Last week, no less than four GOP senators signaled they would vote against Cain’s nomination to the board of the central bank, enough that he would not have the votes to be confirmed unless he was able to win over the support of some Democrats or independents. Cain's potential selection — Trump has yet to formally nominate him, although the president announced Cain as his pick earlier this month — has been hampered by the sexual harassment allegations that tanked his 2012 presidential campaign as well as his outspokenness on conservative issues.
But Cain stood firm, telling the Journal on Wednesday that “I don’t quit because of negative criticism. I don’t quit because of negative attacks. And I don’t quit because several senators have expressed reservations about my qualifications.”
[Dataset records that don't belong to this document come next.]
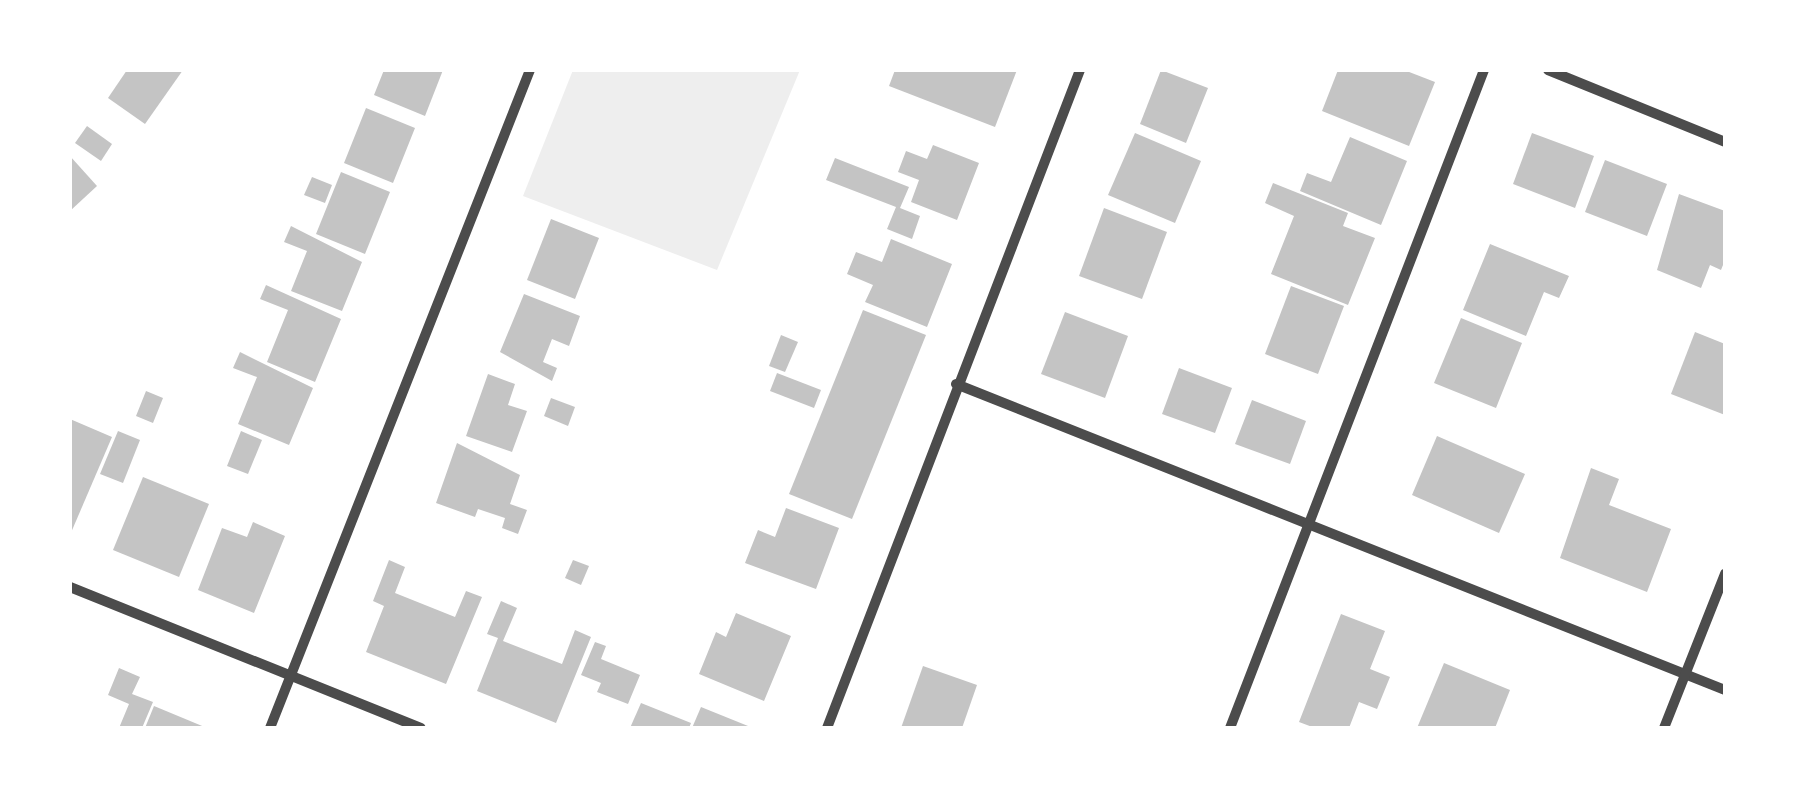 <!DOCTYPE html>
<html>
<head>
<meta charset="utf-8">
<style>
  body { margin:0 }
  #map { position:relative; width:1795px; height:798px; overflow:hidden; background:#fff; font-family:"Roboto Serif",serif }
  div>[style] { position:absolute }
  .green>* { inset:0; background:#eee }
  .building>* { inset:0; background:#c4c4c4 }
  .minor>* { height:10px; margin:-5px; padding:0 5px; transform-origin:5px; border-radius:5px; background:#4c4c4c }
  span { translate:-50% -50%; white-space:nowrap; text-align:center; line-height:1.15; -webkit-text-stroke:10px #fff; paint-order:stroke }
  .frame { position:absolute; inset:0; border:72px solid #fff; pointer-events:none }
</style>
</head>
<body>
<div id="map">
  <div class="green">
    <div style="clip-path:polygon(573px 70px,800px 70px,717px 270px,523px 196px)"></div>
  </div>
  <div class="building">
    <div style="clip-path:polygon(127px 70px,183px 70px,145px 124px,108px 98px)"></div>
    <div style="clip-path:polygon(384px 70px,443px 70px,425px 116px,374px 95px)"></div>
    <div style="clip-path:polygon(895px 70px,1017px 70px,995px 127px,889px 86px)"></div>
    <div style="clip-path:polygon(1161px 70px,1208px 88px,1186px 143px,1140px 124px)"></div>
    <div style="clip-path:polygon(1338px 70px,1404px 70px,1435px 82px,1409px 146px,1322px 111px)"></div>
    <div style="clip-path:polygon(366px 108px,415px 128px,393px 183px,344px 163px)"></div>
    <div style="clip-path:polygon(87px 126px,112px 144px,101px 161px,75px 143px)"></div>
    <div style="clip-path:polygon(1135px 133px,1201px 161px,1175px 223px,1108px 195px)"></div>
    <div style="clip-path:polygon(1532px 133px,1594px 156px,1575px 208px,1513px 184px)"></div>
    <div style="clip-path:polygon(1350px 137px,1407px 161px,1381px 225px,1300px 191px,1307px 173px,1331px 182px)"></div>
    <div style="clip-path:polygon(933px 145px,979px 163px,957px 220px,911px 202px,919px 180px,898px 172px,906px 151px,927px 159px)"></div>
    <div style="clip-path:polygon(70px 156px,97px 186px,70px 211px)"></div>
    <div style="clip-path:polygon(835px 158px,909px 187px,900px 208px,920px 216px,912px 239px,887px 229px,896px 207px,826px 180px)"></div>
    <div style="clip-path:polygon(1605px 160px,1667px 184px,1647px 236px,1585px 212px)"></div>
    <div style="clip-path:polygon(341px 172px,390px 192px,365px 254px,316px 234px)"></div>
    <div style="clip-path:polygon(312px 177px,332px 185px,325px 203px,304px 195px)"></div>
    <div style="clip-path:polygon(1273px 183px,1348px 213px,1343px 226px,1375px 238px,1348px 305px,1271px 274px,1294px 216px,1265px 203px)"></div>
    <div style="clip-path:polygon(1679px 194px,1725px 211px,1725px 260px,1721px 270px,1710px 265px,1701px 288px,1657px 270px)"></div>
    <div style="clip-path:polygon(1104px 208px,1167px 232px,1142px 299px,1079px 276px)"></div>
    <div style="clip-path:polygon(551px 219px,599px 238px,575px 299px,527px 280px)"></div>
    <div style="clip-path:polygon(291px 226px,362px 262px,342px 311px,291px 291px,307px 251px,284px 242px)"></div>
    <div style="clip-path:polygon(891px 239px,952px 264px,927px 327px,865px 302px,873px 285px,847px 274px,856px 252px,882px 262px)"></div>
    <div style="clip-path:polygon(1490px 244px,1569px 276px,1559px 298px,1544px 292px,1526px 336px,1463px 310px)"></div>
    <div style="clip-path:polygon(266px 285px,341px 319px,315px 382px,267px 362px,288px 310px,260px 299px)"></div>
    <div style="clip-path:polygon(1291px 286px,1344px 306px,1318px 374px,1265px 354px)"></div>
    <div style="clip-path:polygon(524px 294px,580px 316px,569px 346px,552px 339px,543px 362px,557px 368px,552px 381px,500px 352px)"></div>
    <div style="clip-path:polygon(863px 310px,926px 335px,852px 519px,789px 494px)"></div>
    <div style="clip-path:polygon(1065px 312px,1128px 336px,1105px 398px,1041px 374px)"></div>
    <div style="clip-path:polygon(1461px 318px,1522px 343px,1496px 408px,1434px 383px)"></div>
    <div style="clip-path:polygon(1695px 332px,1725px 344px,1725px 415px,1671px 394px)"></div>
    <div style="clip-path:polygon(781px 335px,798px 342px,785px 372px,769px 366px)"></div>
    <div style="clip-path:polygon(240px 352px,313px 388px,289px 445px,238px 424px,257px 377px,233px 368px)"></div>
    <div style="clip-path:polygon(1179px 368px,1232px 388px,1215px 433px,1162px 414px)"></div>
    <div style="clip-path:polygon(777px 373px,821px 390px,814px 408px,770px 391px)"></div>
    <div style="clip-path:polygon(488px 374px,515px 384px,508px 405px,527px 411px,512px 452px,466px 436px)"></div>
    <div style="clip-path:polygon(146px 391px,163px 398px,153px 423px,136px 416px)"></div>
    <div style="clip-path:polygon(551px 398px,575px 407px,568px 426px,544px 416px)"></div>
    <div style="clip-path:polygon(1252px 400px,1306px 421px,1290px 464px,1235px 444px)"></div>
    <div style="clip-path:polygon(70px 419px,112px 437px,70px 535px)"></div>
    <div style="clip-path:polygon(118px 431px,140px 440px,123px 483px,100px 474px)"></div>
    <div style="clip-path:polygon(241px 431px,262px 440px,248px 474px,227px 466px)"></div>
    <div style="clip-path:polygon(1437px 436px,1525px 474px,1499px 533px,1412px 495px)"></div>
    <div style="clip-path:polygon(457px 443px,520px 475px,510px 504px,527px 510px,518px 534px,502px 528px,505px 518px,478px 509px,475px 517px,436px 503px)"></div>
    <div style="clip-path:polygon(1591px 468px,1619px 479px,1609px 505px,1671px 529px,1647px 592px,1560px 558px)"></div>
    <div style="clip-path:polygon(143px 477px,209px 504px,179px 577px,113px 550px)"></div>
    <div style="clip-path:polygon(786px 508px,839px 528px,816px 589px,745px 563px,758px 530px,775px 537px)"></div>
    <div style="clip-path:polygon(253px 522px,285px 536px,254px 613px,198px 590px,222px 528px,247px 537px)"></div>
    <div style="clip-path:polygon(389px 560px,405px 567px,395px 593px,455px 617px,466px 591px,482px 597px,446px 684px,366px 652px,384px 606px,373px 601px)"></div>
    <div style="clip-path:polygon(573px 560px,589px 566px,581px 585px,565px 578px)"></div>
    <div style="clip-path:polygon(501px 601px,517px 608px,503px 641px,562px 664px,575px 630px,591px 637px,556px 723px,477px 691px,498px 638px,487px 634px)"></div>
    <div style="clip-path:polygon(736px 613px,791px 636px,764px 701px,699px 674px,716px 632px,726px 637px)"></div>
    <div style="clip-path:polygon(1341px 614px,1385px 631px,1370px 669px,1390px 677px,1377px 709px,1359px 702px,1349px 728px,1315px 728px,1299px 722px)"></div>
    <div style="clip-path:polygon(595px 642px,606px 646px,601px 659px,640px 675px,628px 704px,597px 692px,601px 683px,581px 675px)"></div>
    <div style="clip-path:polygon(1444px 663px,1510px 690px,1495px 728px,1417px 728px)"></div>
    <div style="clip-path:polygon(923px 666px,977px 685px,962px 728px,901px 728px)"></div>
    <div style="clip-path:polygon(119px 668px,140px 677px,132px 694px,153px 702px,142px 728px,119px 728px,129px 704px,108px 695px)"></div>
    <div style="clip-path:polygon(641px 703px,691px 723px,689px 728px,630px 728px)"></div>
    <div style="clip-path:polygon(154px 706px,207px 728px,145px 728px)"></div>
    <div style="clip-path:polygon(701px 707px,753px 728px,692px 728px)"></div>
  </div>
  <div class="minor">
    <div style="left:1548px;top:70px;width:191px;rotate:22.1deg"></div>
    <div style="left:956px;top:384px;width:828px;rotate:21.7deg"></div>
    <div style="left:70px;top:587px;width:378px;rotate:21.9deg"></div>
    <div style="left:270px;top:728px;width:708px;rotate:-68.44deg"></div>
    <div style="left:827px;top:728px;width:705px;rotate:-68.97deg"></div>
    <div style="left:1230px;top:728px;width:705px;rotate:-68.89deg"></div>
    <div style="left:1664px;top:728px;width:166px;rotate:-68.4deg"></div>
  </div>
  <div class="frame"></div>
</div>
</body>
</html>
The White House has continued to stand by Cain, though aides like National Economic Council Director Larry Kudlow have appeared noncommittal. Last week during a live interview, Kudlow said the Trump was still standing by Cain “at the moment,” noting that they would let the vetting process play out.
On Tuesday, Kudlow told reporters that the White House was continuing to consider alternative options to Cain. But he cautioned that such backup planning was commonplace and not specific to Cain. Kudlow also said it was up to Cain whether he remained in the process.
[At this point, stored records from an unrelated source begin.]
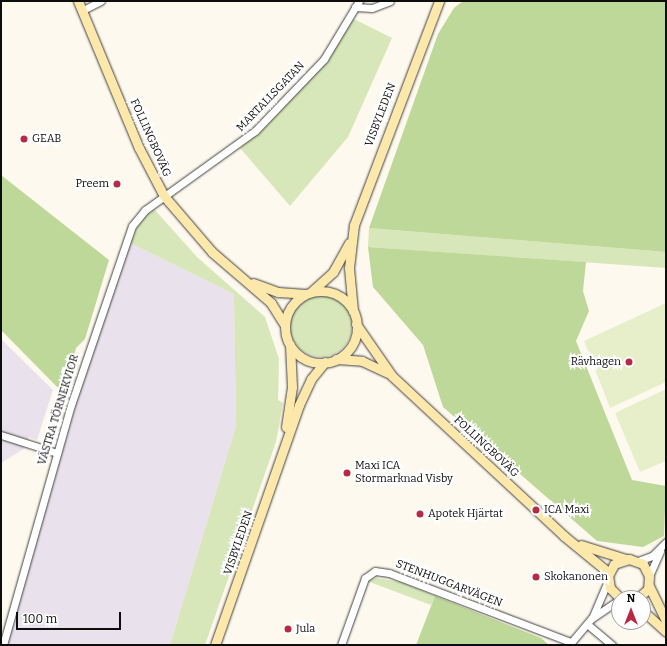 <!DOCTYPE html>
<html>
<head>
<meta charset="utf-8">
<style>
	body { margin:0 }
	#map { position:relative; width:667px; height:646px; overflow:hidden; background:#fef9ee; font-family:Bitter,serif }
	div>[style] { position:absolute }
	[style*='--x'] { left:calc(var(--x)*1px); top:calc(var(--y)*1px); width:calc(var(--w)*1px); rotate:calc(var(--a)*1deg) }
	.industrial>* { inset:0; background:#e9e1eb }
	.green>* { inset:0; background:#d7e7b9 }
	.round { border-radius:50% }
	.forest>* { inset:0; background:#bdd898 }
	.pitch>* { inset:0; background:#e7efca }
	.roads { filter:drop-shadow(0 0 1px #404040) drop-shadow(0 0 1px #404040) }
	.street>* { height:7px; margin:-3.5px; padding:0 3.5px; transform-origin:3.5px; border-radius:3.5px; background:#fff }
	.secondary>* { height:9px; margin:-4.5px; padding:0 4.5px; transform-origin:4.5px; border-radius:4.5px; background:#fce8ab }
	.secondary>.ring { margin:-4.5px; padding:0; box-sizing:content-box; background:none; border:9px solid #fce8ab; border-radius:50% }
	.dots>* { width:11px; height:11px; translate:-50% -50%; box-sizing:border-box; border:2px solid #fff; border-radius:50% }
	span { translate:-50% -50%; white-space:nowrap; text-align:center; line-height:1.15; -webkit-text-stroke:4px #fff; paint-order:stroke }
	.street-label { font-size:11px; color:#0d0d0d }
	.poi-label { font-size:11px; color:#0d0d0d }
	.left { translate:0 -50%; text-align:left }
	.right { translate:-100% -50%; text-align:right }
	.frame { position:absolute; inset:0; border:2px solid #0d0d0d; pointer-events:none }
	.north { position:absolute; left:611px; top:590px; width:40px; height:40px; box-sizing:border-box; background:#fff; border:1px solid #9e9e9e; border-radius:50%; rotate:0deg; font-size:11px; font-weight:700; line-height:16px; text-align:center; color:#0d0d0d }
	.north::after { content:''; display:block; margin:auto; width:14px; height:18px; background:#b82a44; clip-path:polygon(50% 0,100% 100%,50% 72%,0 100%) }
	.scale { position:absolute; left:16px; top:612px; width:105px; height:18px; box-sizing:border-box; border:2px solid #0d0d0d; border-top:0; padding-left:5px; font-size:12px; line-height:14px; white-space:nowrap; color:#0d0d0d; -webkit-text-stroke:3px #fff; paint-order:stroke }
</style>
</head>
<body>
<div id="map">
	<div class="industrial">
		<div style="clip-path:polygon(130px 243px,234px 294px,236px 426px,170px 645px,7px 645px,88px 363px)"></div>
		<div style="clip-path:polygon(1px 339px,53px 390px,37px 440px,29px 437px,27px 447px,1px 463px)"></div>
	</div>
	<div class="green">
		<div style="clip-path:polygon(352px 18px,392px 38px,348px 137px,290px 206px,240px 148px,327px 58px)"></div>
		<div style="clip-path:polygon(154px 209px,197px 257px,265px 317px,279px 359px,278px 400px,283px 403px,276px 442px,205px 645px,170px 645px,236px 426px,234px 294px,130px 243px,141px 218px)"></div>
		<div style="clip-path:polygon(369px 228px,666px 252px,666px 268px,368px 247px)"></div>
		<div class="round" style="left:290px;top:295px;width:62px;height:62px"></div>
		<div style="clip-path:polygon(376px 578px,401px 582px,435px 596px,431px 605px,367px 581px)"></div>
	</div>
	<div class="forest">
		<div style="clip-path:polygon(463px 1px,666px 1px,666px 252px,369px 228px,438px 34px,454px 8px)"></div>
		<div style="clip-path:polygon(1px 175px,109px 260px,85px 339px,76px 348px,64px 394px,1px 330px)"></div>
		<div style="clip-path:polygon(368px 247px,586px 262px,583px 291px,589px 311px,576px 341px,632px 480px,666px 486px,664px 536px,643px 547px,597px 541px,443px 407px,423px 345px,373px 287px)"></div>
		<div style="clip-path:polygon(435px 596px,541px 638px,549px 645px,416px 645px)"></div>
	</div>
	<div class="pitch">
		<div style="clip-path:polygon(666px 303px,666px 382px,610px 408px,584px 341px)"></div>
		<div style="clip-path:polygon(666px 389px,666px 461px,640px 472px,615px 413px)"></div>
	</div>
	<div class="roads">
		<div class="street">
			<div style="--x:355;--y:7;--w:17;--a:3"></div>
			<div style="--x:372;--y:8;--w:19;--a:-21"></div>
			<div style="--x:83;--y:10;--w:20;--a:-27"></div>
			<div style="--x:1;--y:435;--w:59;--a:17.8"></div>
			<div style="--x:638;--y:561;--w:15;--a:-20"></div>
			<div style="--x:652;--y:556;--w:20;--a:-45"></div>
			<div style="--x:649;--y:576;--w:27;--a:-66"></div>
			<div style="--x:593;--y:616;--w:39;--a:-67"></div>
			<div style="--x:587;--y:624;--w:33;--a:40"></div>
			<div style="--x:3;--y:645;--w:249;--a:-74.2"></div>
			<div style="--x:71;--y:405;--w:189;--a:-71.2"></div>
			<div style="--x:132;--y:226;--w:21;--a:-51"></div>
			<div style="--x:145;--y:210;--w:135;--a:-35.7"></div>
			<div style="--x:255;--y:131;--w:100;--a:-46.2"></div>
			<div style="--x:324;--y:59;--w:68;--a:-58.9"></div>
			<div style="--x:341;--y:645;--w:71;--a:-70.3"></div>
			<div style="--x:365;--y:578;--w:12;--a:-35"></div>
			<div style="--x:375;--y:571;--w:14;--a:8"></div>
			<div style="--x:389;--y:573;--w:195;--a:20.8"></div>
			<div style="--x:569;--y:645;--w:35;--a:-50"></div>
			<div style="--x:592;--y:618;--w:32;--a:-34"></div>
		</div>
		<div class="secondary">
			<div style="--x:78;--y:1;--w:159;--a:67.5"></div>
			<div style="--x:139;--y:148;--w:54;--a:62.5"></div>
			<div style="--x:164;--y:196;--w:74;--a:49.4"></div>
			<div style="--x:212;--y:252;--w:78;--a:40.8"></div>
			<div style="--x:271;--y:303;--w:26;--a:58"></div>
			<div style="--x:253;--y:283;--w:27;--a:20"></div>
			<div style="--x:278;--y:292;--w:27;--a:4"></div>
			<div style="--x:312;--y:291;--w:28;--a:-42"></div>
			<div style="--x:333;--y:272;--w:33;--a:-61"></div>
			<div class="ring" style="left:285px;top:291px;width:63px;height:63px"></div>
			<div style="--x:353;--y:311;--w:43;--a:-95.3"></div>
			<div style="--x:349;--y:268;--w:43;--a:-83.4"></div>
			<div style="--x:354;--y:225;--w:240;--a:-69.2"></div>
			<div style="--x:356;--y:324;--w:63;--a:55.3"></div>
			<div style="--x:392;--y:376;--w:235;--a:42.9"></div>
			<div style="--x:564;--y:536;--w:58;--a:39.4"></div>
			<div style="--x:336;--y:359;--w:26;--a:4"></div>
			<div style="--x:362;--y:361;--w:29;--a:25"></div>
			<div style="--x:286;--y:427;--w:40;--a:-81.5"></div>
			<div style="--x:292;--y:387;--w:42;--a:-92.7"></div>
			<div style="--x:581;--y:545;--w:47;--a:17.3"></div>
			<div style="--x:649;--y:586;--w:39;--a:64"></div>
			<div style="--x:620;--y:598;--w:14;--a:-135"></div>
			<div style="--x:610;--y:588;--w:12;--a:-99"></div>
			<div style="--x:608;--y:576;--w:13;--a:-63"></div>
			<div style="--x:614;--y:564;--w:16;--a:-18"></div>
			<div style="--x:629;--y:559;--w:15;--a:20"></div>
			<div style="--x:643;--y:564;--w:13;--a:63"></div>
			<div style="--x:649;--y:576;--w:13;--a:94"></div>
			<div style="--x:648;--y:589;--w:13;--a:138"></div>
			<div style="--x:643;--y:611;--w:31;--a:42"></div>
			<div style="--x:215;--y:645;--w:254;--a:-70.7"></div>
			<div style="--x:299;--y:405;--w:29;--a:-65"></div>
			<div style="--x:311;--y:379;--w:22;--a:-51"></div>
		</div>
	</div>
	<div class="dots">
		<div style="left:24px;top:139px;background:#b82a44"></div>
		<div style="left:117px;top:184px;background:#b82a44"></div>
		<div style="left:629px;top:362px;background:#b82a44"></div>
		<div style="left:347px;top:473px;background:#b82a44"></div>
		<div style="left:536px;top:510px;background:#b82a44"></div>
		<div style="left:420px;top:514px;background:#b82a44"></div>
		<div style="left:536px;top:577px;background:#b82a44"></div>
		<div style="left:288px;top:629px;background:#b82a44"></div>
	</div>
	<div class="street-label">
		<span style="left:271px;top:97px;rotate:-46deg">MARTALLSGATAN</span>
		<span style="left:381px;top:115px;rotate:-69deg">VISBYLEDEN</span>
		<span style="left:150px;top:138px;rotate:66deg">FOLLINGBOVÄG</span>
		<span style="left:59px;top:410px;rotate:-73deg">VÄSTRA TÖRNEKVIOR</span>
		<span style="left:486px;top:447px;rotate:43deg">FOLLINGBOVÄG</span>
		<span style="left:239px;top:543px;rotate:-71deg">VISBYLEDEN</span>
		<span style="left:449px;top:584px;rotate:21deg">STENHUGGARVÄGEN</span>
	</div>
	<div class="poi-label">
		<span class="left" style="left:32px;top:139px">GEAB</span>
		<span class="right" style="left:109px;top:184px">Preem</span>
		<span class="right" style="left:621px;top:362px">Rävhagen</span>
		<span class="left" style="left:355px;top:473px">Maxi ICA<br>Stormarknad Visby</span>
		<span class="left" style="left:544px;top:510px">ICA Maxi</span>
		<span class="left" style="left:428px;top:514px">Apotek Hjärtat</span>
		<span class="left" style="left:544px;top:577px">Skokanonen</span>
		<span class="left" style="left:296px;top:629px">Jula</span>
	</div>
	<div class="frame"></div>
	<div class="north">N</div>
	<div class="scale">100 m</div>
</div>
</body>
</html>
Cain said he was willing to remain “in the fight,” telling the Journal the White House had been in touch with his aides on a near-daily basis.
“What Kudlow was doing was giving me an out, and I appreciate that, but I don’t want an out,” Cain said. “You know that the president is a fighter, and Kudlow is a fighter. They might be getting a lot of blow-back from some folks, I don’t know. But I don’t think they’re getting uncomfortable with it.”
Cain also penned an op-ed for the Journal on Wednesday, echoing his assertion that the Fed needs “new voices,” a nod to Trump’s dissatisfaction with the central bank.
Ripping what he called the Fed’s reliance on academics, he argued that the so-called professor standard was to blame for the bank hiking interest rates based on unemployment statistics and wage growth alone and not taking the markets into account, resulting in income stagnation. He argued that his approach would be to instead focus on stabilizing the dollar.
“The professor standard will not challenge itself—that much has been proved. That’s why my voice is needed at the Fed,” he wrote.
Cain asserted that though he aligned with Trump in the idea that the Fed had been mistaken to raise interest rates, he understood the bank was meant to be free of political influence but would still consider Trump’s input.
“I wouldn’t totally tune it out because they may be saying something that might cause you to ask some different questions, but not do what they are saying politically,” he told the Journal. “The Fed is not and should not become a political machine.”